Сегодня наша встреча – с кызыльчанином, ветераном Великой Отечественной войны, артиллеристом противотанковой бригады “Прощай, родина”, встретившим День Победы в Венском лесу Владимиром Леонидовичем Маландиным.
– Владимир Леонидович, признаюсь честно, мне больно и обидно оттого, что общество и государство не в состоянии сегодня вернуть вам, ветеранам, в полной мере той заботы и того уважения, которых вы заслуживаете. Более того, даже появляются попытки некоторых ниспровергателей переписать самые святые страницы истории Великой Отечественной войны, умалить величие подвига наших дедов и прадедов. Но не зря говорят: у кого нет прошлого, у того нет и будущего.
– Да, люди потеряют связь с прошлым, а без такой связи жить плохо. Вы говорите, что теряется уважение к ветеранам. Да, теряется. А кто виноват? Мы сами растеряли самые хорошие традиции в воспитании у нынешнего поколения уважительного отношения не только к ветеранам, но и друг к другу. Посмотрите, что творится: грабежи, насилия, убийства стали нормой жизни. Хоть не слушай радио и не включай телевизор. Вон как-то на днях передавали по телевидению, что в Смоленске осталось всего шесть Героев Советского Союза, и пятеро из них были ограблены из-за Золотой Звезды, которую затем продают на базаре. О чем же говорить дальше? Страшна для нас не боль от ран и болезней, а человеческая неблагодарность.
– Разговор наш начался на слишком грустной ноте... Давайте возвратимся на несколько десятилетий назад и вспомним ваши детство и юность.

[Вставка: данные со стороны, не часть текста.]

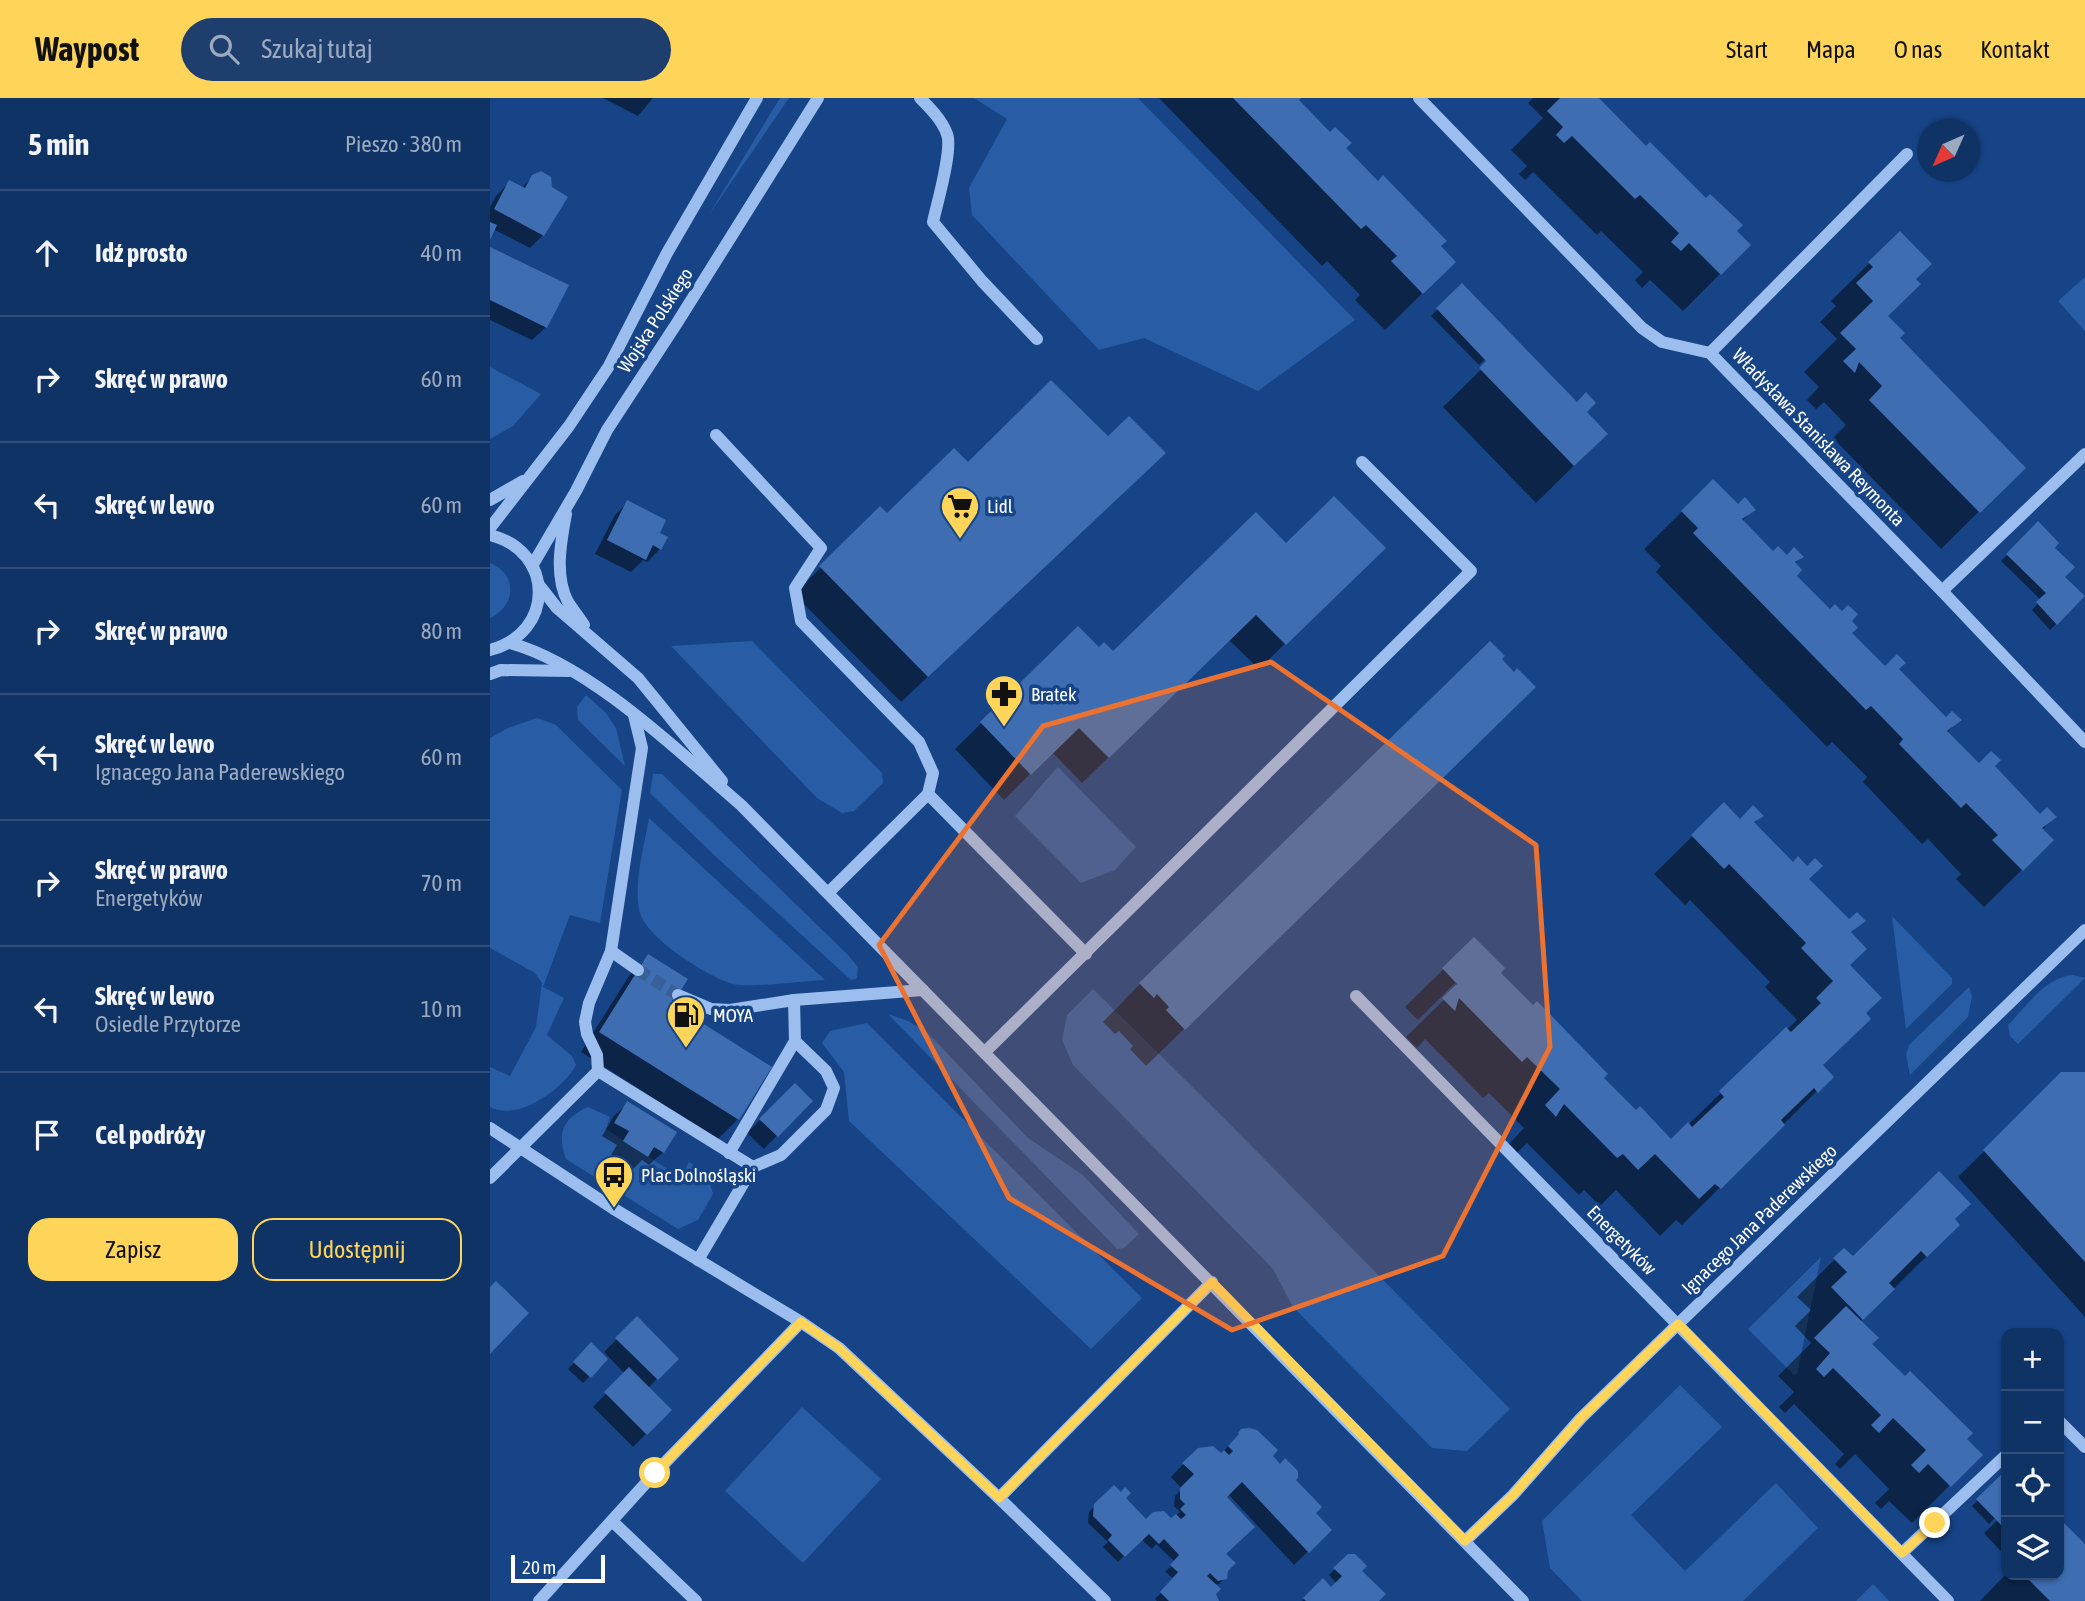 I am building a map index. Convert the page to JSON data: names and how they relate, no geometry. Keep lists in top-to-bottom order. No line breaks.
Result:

– Я родился в городе Минусинске, что в Красноярском крае, в 1923 году. Скоро мне исполнится 77 лет.
– Ни за что вам не дал бы столько лет – вы выглядите намного моложе. И, честное слово, это не комплимент.

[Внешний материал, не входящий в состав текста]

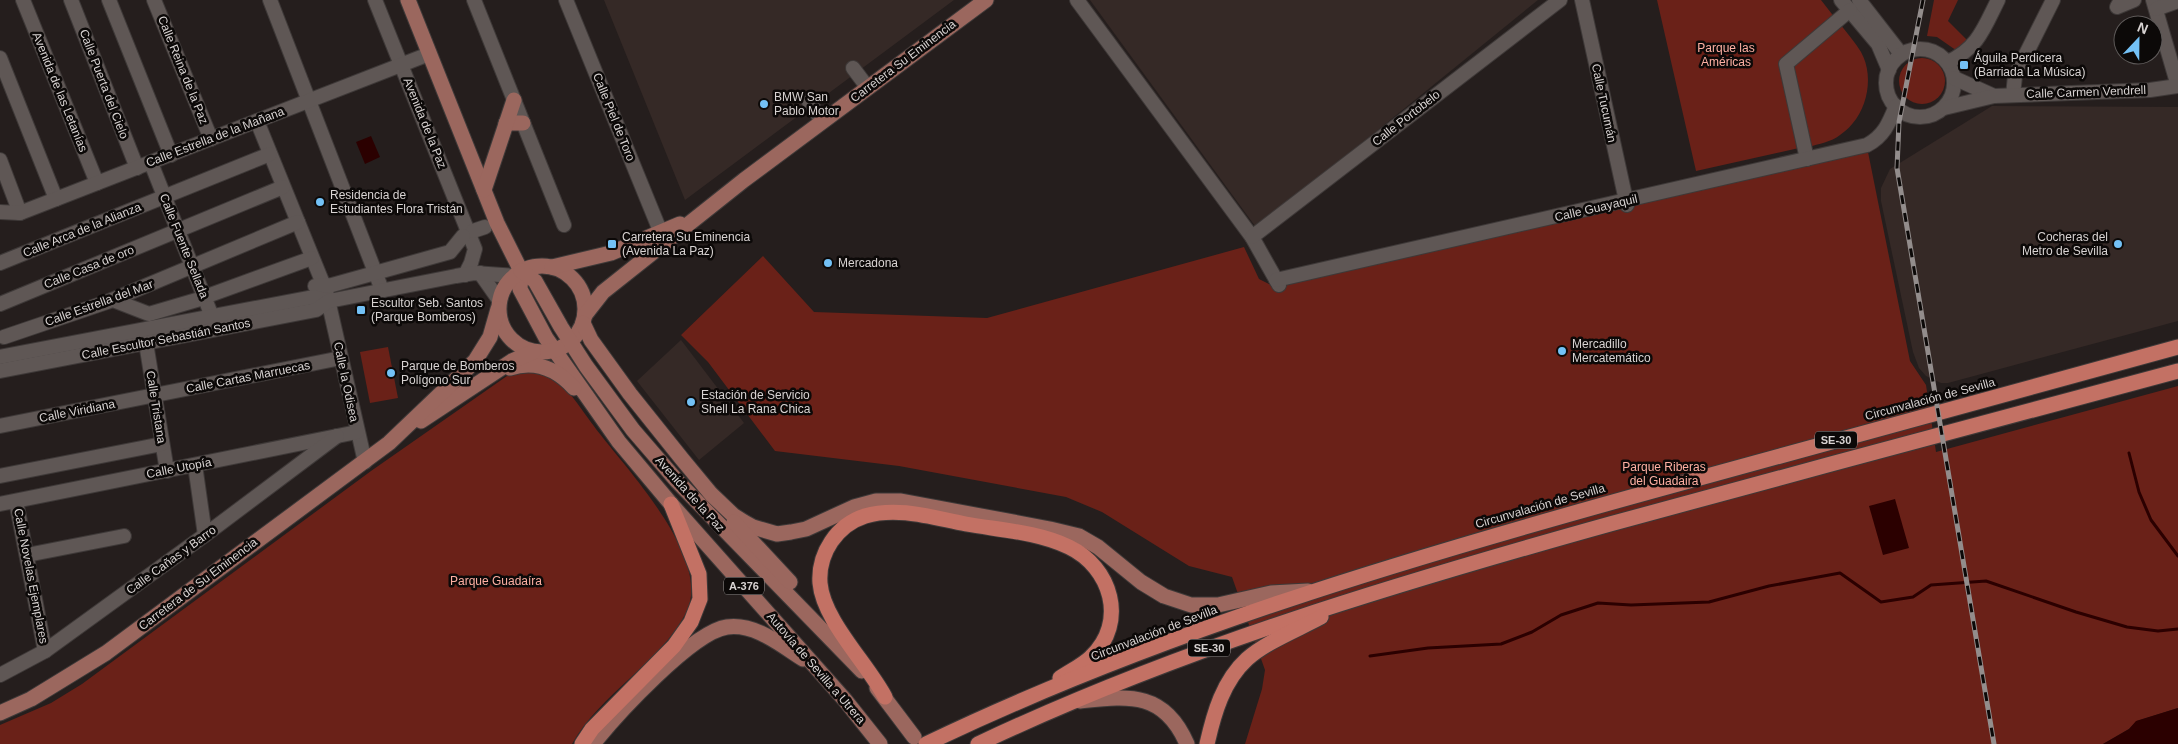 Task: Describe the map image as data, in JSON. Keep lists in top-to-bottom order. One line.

– Спасибо на добром слове, но вы, наверное, ждете, что я вам расскажу о каком-то заумном рецепте, наподобие такого, что, дескать, не пил, не курил, по утрам занимался зарядкой и бегал трусцой. Ничего такого не было. Пил и пью в меру, спортом не занимался и не занимаюсь. А рецепт один: с детства работаю. И хотя моя специальность вроде бы сидячая – я всю жизнь проработал бухгалтером в различных учреждениях, но без физической работы не сидел. Сызмальства не чурался никакого труда, помогал в детстве отцу с матерью, постоянно копаюсь в огороде, работаю на даче.
– Словом, терпенье и труд все перетрут, как гласит пословица. Даже отодвинут старость?
– Вот, вот, именно так.
– Я немножко прервал ваши воспоминания о детстве. Давайте продолжим.
– Отец мой, Леонид Владимирович, работал бурильщиком, а мать, Александра Павловна, была учительницей. Отца в 1937 году расстреляли. 18 ноября взяли, а уже 12 декабря пустили в расход. Мне тогда 14 лет было, и я хорошо помню, как из нашего поселка арестовали сразу 70 человек, приписав им террористическую деятельность против Советской власти. А какая там деятельность, если половина из них и расписываться не умела. Я об этом узнал только в восьмидесятых годах, когда сделал запрос в КГБ об отце и мне показали папку с протоколами допроса. Из семидесяти арестованных только одному дали 10 лет, а остальных расстреляли. Причем ни за что.
– Кажется, у Шаламова я читал рассказ, где он описывает, как с ним сидел человек, которому дали 10 лет за то, что у него нашли сигареты “Дели”, название которых вроде бы тогда запретили. И знаете, почему?
– Нет, не слышал об этом.
– А какой-то остряк из КГБ признал в них криминал, расшифровав их название следующим образом: долой единый ленинский интернационал.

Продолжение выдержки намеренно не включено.